MerchangPlus is an Authorize.net reseller and they have the best rates of anyone who sells Authorize.net services.

Authorize.net Internet Merchant Credit Card Processing For Your Business - MerchantPlus

Visa/MC Discount Rate *2.15%* 
Transaction Fee *$0.25* 
Monthly Fee *$19.95 * 
Authorize.net Gateway Fee (per month) *$9.95 * 
Authorize.net per Transaction *$0.05* 
Authorize.net FREE Transactions (per month) *250* 
Monthly Minimum *NONE* 
ScanAlert PCI Compliance *FREE* 
Setup Fee *FREE* 
Application Fee *FREE* 
Annual Fee *NONE*


----------



## howie (Dec 14, 2006)

You might try Paynet System @ Paynet Systems, Inc 

We have been using them for over 3 years for both online and wireless services.


----------



## Tara Zuck (Sep 14, 2011)

I used a young man by the name of Michael Kleinman through my community bank. His contact # is 404-939-0084 , make sure you tell him Tara sent you though, and ask him for no set up fee, and a free machine if you need, he gave me one.
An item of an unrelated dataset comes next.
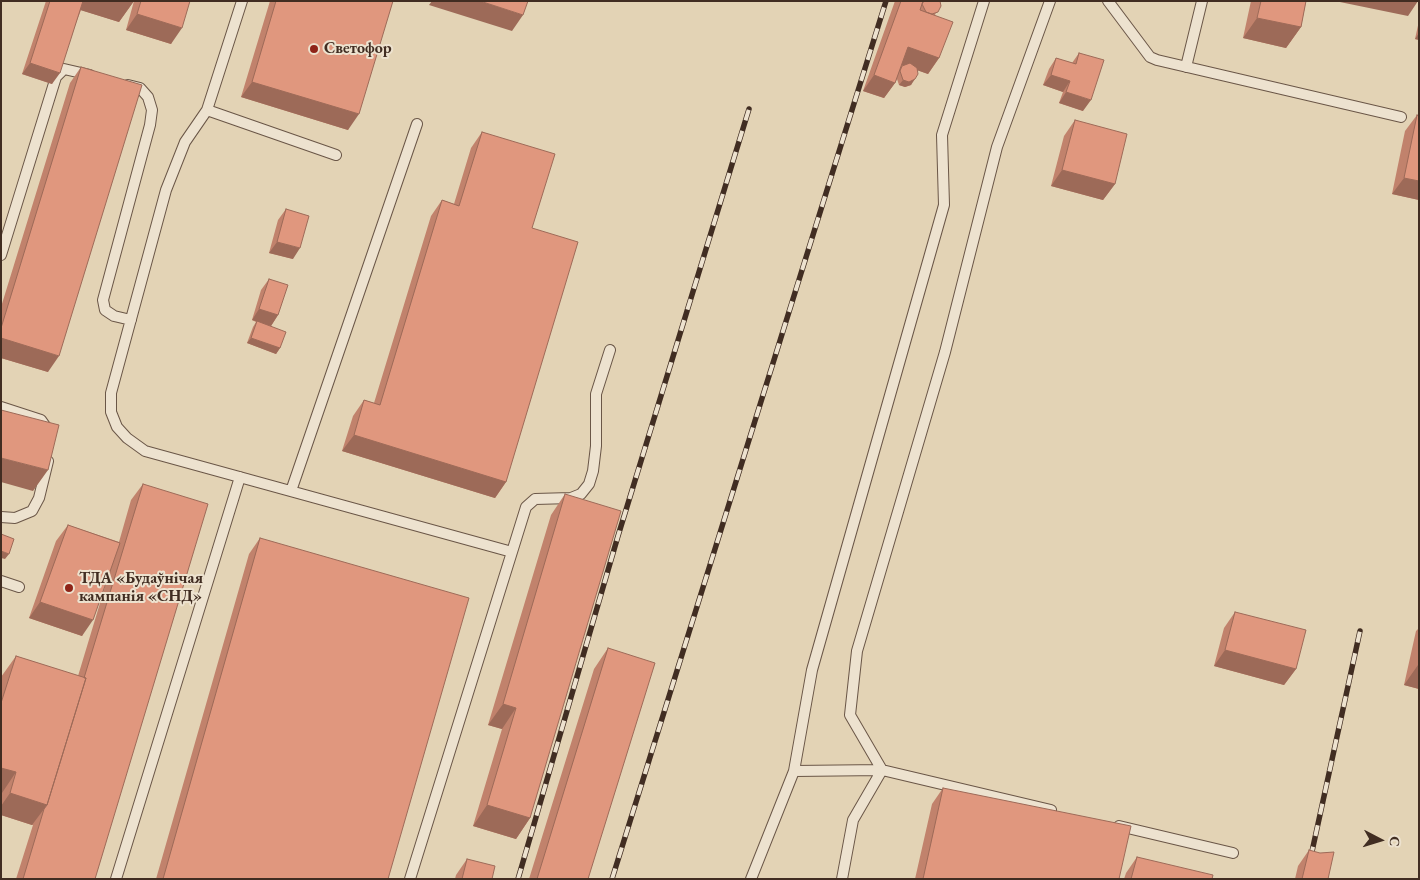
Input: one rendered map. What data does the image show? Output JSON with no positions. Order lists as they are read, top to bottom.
{
  "places": ["Светофор", "ТДА «Будаўнічая кампанія «СНД»"],
  "north": "right"
}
I was hesistant at first, i got burned by Suntrust, but he is doing a good job for me considering the industry he's in. He always answers his phones, and my rates don't change.

Does anyone have anyone good for payroll services?


----------



## GRFXARMY (Apr 23, 2007)

I have been using Paypal Pro for about 3 years but I also just started using the app on smartphones called Square, they send you the card swiper for free and it works great for in person transactions.


----------



## Ludasmith (Sep 1, 2011)

Square Up's rates are kinda high if you do much volume. We use Quickbooks at the day job and the rates are like 1.5% or something ridiculous. They also have a free card reader for the phone.

Not sure if it incorporates into any of the Ecommerce stuff or not though.


----------



## Dennis Graves (Apr 27, 2009)

Do you use PayPal Pro at tradeshows and other places outside of your shop/store or online?


----------



## jfish (Feb 26, 2010)

I like square although yeah its about 3% but there's no start up fees, no monthly fees, nothing at all! I think its fine as I don't have to worry about any other fees and as long as the card is swiped its not as bad its just when the card isn't swiped its around 3%. But try it, its completely free to start!


----------



## jennjenn97 (Jul 30, 2007)

US Bank is awesome they do not use any middleman services. middlemans use them. just a fyi.


----------



## customizeworld (Sep 19, 2011)

Hello
check with chase bank merchant service


----------



## andreeaa (Aug 20, 2011)

you should also check out dharma merchant services. they have some really great rates.


----------



## cyprus106 (May 3, 2010)

Just dropped in to say I searched this site to see recommendations for processors. At the suggestion of someone on here, I looked at merchantplus.com

I'm loving them so far.


----------



## TeeBug (Sep 27, 2011)

lots of good suggestions, i did a quick google search and found the site below... maybe you'll find something there or at least some ideas:

eCommerce Shopping Cart Software - Best Shopping Cart Reviews


----------



## A1WHITES (Nov 19, 2011)

I used a few merchant service company. But I think square is at the top of the listed . NO MONTHLY FEE NO SETUP AND NOTHING TO BUY. JUST USED YOUR PHONE OR IPAD .


----------